It’s a biographical feature of many a country music star: Bitten by the bug at an early age, often nurtured by a musical family, the budding artist has devoted himself to a musical career almost from the time he can walk. But it’s not part of Alan Jackson’s background. He showed little interest in music until the years following his high school graduation, when he started sitting in with local bands and to try his hand at songwriting after he’d put in eight blue-collar hours driving a forklift, working at a marina, or fixing cars.
Once that interest had been kindled, however, soon Alan decided to devote himself to it wholeheartedly. He moved to Nashville in 1985, where he was signed as a songwriter with Glen Campbell’s music publishing company after a chance meeting in the Atlanta airport between Campbell and Alan’s wife, Denise. But Alan wasn’t content to settle for a songwriting career. In spite of repeated setbacks and disappointments that brought him close to throwing in the towel (every major label in town turned him down, some twice), he persevered until Arista Records signed him in 1989 as its first country act.
Since then, the Georgian has forged a career remarkable for its consistency. He’s recorded 44 Top 10 hits (31 of them chart-toppers), from “Here in the Real World” in 1990 to “Too Much of a Good Thing” in 2004 (the video for which was filmed at the Opry). He’s sold more 43 million records and won dozens of awards, including multiple CMA and ACM honors for Song, Album, Male Vocalist, and Entertainer of the Year as well as a Grammy for his poignant 9/11 rumination “Where Were You (When the World Stopped Turning).”
On record and off, he also has been a rock-steady supporter of traditional country music. He’s maintained a plainspoken style that foregoes the rock-influenced material and stage shows of many of his contemporaries. He’s released an album that pays tribute to his musical influences and recorded pointed commentaries on the state of country music.
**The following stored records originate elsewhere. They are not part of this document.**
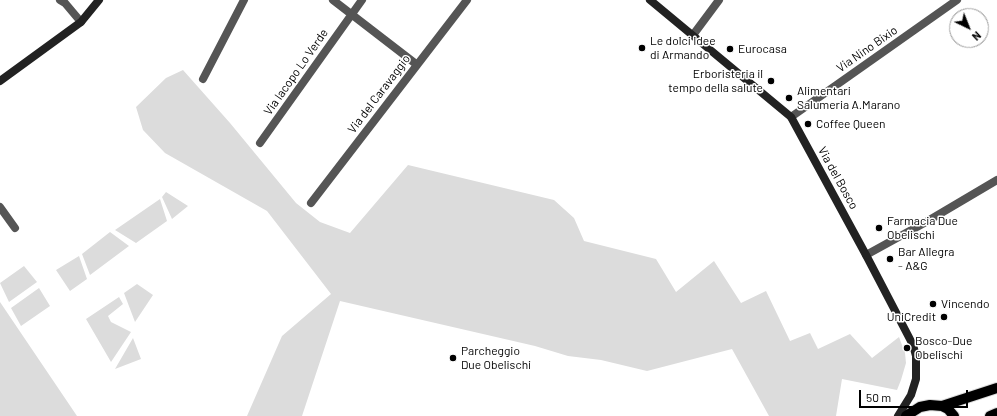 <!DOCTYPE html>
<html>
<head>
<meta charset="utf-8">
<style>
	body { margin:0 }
	#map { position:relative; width:997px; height:416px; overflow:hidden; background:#fff; font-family:Barlow,sans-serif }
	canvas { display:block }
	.north { position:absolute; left:949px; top:8px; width:40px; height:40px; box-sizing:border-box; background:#fff; border:1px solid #999; border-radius:50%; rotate:137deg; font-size:11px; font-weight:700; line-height:16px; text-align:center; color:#000 }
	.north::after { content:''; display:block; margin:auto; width:14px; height:18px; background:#000; clip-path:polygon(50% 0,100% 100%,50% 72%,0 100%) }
	.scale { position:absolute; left:859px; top:390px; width:109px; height:18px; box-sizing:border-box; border:2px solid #000; border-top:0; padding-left:5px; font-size:12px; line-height:14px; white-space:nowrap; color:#000; -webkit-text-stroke:3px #fff; paint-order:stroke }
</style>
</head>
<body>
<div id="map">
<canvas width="997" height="416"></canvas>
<div class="north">N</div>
<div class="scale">50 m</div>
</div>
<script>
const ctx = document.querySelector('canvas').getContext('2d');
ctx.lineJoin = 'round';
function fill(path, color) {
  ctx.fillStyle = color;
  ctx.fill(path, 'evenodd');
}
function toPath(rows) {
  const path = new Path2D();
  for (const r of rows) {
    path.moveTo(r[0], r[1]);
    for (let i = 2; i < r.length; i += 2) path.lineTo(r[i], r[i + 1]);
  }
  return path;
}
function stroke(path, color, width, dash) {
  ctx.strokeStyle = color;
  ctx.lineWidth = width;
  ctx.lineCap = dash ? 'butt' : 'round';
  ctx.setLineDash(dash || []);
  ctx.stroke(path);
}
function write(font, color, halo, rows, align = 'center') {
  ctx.font = font + ' Barlow,sans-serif';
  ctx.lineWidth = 3;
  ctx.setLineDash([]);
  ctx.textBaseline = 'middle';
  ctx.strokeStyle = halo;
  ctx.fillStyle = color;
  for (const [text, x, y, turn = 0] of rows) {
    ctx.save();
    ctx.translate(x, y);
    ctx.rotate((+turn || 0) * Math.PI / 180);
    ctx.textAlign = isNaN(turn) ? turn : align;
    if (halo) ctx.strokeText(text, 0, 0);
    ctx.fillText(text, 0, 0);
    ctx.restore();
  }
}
fill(toPath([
	[183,70,230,123,296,203,320,222,350,233,408,165,554,200,574,218,584,241,656,259,676,292,714,261,741,303,766,291,790,341,810,333,818,349,850,334,872,358,899,337,905,353,906,363,901,380,897,390,842,379,836,416,769,416,732,349,647,371,601,360,568,356,535,346,340,301,302,416,247,416,282,336,331,294,267,211,165,153,143,130,136,107,166,78],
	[166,192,188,206,172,219,162,197],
	[160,199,167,221,136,243,115,230],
	[110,232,129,246,90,275,82,254],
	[79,256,87,279,70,291,56,270],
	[24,266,37,282,9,302,0,283],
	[137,284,153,295,135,322,124,293],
	[39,288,50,306,21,326,11,308],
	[119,297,123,304,108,316,111,322,131,332,111,362,86,319],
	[0,302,77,416,0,416],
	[133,338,141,359,115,369]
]), '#dcdcdc');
const primary = toPath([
	[942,406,948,409,954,416],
	[906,416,920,407,930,405,942,406,997,388],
	[990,416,997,413]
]);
stroke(primary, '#dbdbdb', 12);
stroke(toPath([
	[60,0,65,3,81,22],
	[333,0,416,64],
	[693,35,719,0],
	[203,79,244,0],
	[791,117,957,0],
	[260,143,362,0],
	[311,203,467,0],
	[0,207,15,228],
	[866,255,926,222,997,180]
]), '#555', 8);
stroke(toPath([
	[650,0,791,117,866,255,913,345,916,356,916,379,911,395,898,416],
	[0,81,81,22,99,0]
]), '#222', 8);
stroke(primary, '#000', 10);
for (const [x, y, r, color] of [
	[642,48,4,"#000"],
	[730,49,4,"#000"],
	[771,81,4,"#000"],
	[789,98,4,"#000"],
	[808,124,4,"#000"],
	[879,228,4,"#000"],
	[890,259,4,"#000"],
	[933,304,4,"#000"],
	[944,317,4,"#000"],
	[907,348,4,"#000"],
	[453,358,4,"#000"]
]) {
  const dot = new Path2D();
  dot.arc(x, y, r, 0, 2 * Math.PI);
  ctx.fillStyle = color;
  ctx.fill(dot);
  stroke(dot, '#fff', 1.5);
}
write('12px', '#000', '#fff', [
	["Le dolci Idee",650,41],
	["di Armando",650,55],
	["Eurocasa",738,49],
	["Erboristeria il",763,74,"right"],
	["tempo della salute",763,88,"right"],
	["Alimentari",797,91],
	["Salumeria A.Marano",797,105],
	["Coffee Queen",816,124],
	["Farmacia Due",887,221],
	["Obelischi",887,235],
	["Bar Allegra",898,252],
	["- A&G",898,266],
	["Vincendo",941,304],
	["UniCredit",936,317,"right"],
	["Bosco-Due",915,341],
	["Obelischi",915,355],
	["Parcheggio",461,351],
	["Due Obelischi",461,365]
], 'left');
write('12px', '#000', '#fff', [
	["Via Nino Bixio",867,49,-35],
	["Via Iacopo Lo Verde",296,72,-55],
	["Via del Caravaggio",379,94,-53],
	["Via del Bosco",838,178,61]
]);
</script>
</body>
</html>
And when the CMA wouldn’t let George Jones perform more than a snippet of his award-nominated song “Choices” on its 1999 awards show, Alan made his displeasure clear by interpolating a few lines from the song into his scheduled performance. His 2008 release, Good Time, debuted at the top of the Billboard 200 chart and produced three more number one hits, "Small Town Southern Man," "Good Time," and "Country Boy".
Fourteen years earlier—in 1985, the year Alan moved to Nashville—George had sung a song, “Who’s Gonna Fill Their Shoes,” that asked who would take the place of giants such as Haggard, Twitty, and Jones himself. In the time since, Alan Jackson has become the leading exemplar of traditional country, and shown that those shoes fit him to a T.